What’s a signed network?
A signed network is a network with edges that contains additional information such as scores or weights. To turn a network into a signed network in Communalytic, users have the option of running a couple of additional analyses (toxicity and/or sentiment) prior to creating a network representation of their dataset. The resulting toxicity scores and sentiment polarity scores would then be added as weights to edges in the network and visualized for easier exploration and analysis. This feature can be used to identify and visually highlight interactions of interest (e.g., anti-social interactions) within a network so that they may be examined in more detail.

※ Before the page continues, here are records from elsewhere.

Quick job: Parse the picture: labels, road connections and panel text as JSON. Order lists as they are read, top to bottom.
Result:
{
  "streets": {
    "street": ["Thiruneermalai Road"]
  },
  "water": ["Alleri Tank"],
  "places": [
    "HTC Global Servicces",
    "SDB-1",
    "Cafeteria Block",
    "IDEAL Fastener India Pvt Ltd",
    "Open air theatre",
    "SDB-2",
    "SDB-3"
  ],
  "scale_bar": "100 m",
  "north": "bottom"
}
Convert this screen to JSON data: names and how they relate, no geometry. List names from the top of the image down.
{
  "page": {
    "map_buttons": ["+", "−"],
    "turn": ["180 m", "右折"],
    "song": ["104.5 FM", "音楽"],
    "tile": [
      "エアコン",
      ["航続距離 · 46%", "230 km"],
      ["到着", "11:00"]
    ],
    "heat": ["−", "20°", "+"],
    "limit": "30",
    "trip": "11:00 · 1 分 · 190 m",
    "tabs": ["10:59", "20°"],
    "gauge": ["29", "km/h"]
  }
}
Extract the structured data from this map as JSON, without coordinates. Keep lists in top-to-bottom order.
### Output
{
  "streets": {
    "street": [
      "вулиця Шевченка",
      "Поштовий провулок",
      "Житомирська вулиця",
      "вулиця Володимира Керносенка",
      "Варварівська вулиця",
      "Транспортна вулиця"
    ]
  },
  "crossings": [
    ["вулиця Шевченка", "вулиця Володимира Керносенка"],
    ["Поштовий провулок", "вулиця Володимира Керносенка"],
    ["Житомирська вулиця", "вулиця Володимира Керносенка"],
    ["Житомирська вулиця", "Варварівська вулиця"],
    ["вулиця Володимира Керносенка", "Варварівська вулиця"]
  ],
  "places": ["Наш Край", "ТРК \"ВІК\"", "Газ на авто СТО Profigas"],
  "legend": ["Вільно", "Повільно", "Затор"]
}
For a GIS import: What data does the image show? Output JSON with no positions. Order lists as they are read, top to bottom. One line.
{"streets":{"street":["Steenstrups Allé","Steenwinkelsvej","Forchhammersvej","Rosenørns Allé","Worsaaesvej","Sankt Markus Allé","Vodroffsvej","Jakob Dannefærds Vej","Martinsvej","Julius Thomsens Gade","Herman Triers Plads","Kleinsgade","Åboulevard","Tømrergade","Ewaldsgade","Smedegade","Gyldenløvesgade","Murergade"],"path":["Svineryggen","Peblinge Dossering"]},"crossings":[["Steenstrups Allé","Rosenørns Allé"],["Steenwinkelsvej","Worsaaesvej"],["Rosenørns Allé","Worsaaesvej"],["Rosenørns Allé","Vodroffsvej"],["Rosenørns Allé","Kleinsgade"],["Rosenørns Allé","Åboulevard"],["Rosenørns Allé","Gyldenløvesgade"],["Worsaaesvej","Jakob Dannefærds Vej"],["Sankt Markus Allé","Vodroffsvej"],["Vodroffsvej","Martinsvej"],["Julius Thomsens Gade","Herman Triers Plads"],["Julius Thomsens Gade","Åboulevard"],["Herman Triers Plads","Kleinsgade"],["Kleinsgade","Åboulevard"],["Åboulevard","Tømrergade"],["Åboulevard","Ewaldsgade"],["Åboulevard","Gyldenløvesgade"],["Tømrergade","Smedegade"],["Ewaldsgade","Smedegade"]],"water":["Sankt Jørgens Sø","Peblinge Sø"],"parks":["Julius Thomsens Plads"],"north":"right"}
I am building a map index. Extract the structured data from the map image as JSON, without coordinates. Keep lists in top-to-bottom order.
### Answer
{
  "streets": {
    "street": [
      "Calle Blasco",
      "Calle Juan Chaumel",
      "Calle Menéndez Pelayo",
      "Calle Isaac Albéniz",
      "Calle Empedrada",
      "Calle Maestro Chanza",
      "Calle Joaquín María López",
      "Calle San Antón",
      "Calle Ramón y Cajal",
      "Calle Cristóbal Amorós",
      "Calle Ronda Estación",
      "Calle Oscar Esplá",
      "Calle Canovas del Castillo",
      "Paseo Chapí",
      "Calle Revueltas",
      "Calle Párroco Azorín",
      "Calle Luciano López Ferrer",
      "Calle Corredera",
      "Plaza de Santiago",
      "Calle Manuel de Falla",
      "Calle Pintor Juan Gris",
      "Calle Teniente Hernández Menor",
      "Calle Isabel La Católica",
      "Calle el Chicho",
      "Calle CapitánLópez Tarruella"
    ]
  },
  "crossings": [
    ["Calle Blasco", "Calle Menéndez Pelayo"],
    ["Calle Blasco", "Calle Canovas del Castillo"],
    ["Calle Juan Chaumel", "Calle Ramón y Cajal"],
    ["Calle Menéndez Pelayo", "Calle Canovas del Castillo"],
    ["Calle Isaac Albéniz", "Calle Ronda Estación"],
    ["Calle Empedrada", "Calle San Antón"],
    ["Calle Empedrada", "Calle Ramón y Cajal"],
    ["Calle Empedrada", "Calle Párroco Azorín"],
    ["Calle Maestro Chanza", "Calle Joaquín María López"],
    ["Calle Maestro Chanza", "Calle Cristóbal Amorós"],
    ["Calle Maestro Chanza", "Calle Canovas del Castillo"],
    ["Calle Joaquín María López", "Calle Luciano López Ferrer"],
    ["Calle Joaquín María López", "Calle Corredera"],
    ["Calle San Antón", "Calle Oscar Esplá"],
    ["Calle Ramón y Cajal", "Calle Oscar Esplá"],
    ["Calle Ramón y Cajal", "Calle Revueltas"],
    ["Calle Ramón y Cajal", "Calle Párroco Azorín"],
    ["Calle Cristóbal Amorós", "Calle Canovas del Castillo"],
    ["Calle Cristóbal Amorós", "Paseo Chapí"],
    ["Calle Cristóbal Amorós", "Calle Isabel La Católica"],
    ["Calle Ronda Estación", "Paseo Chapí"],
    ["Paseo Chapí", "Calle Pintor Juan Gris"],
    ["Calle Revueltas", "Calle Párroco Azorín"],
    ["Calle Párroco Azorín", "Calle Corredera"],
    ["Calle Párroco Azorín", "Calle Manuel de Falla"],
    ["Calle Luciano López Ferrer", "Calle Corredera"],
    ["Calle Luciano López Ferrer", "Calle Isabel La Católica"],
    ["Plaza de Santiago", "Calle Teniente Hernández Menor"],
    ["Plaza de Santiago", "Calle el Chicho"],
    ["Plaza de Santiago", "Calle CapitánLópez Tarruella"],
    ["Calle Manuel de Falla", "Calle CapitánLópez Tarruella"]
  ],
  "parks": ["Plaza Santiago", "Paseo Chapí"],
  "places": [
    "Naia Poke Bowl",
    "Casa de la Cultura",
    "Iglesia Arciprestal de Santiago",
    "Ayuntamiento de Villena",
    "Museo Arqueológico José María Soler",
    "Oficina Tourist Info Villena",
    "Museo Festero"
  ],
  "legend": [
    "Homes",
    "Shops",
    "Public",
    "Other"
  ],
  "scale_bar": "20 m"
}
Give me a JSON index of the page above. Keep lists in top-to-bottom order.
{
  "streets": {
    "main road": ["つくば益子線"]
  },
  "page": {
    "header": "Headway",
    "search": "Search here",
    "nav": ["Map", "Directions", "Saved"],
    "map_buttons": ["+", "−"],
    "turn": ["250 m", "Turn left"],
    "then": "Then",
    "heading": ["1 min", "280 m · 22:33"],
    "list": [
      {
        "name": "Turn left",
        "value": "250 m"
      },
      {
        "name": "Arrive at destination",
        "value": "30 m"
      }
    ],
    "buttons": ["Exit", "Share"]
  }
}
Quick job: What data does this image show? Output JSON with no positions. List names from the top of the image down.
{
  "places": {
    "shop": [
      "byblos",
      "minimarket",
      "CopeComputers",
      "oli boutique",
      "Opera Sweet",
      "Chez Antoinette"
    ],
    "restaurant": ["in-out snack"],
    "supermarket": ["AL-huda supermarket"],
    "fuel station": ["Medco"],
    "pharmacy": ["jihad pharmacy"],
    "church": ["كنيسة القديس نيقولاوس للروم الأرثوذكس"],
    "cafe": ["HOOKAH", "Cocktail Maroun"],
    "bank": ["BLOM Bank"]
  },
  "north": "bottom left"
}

Types of networks that can be automatically generated by Communalytic:
- Reply-To Network: Account-to-Account
- This communication network shows who replied to whom.
- Repost Network: Account-to-Account
- This communication network shows who reposts whom.
- Two-Mode Link Sharing Network: Account-to-Website
- This ‘link sharing’ network shows which accounts in your dataset shared a link to the same website.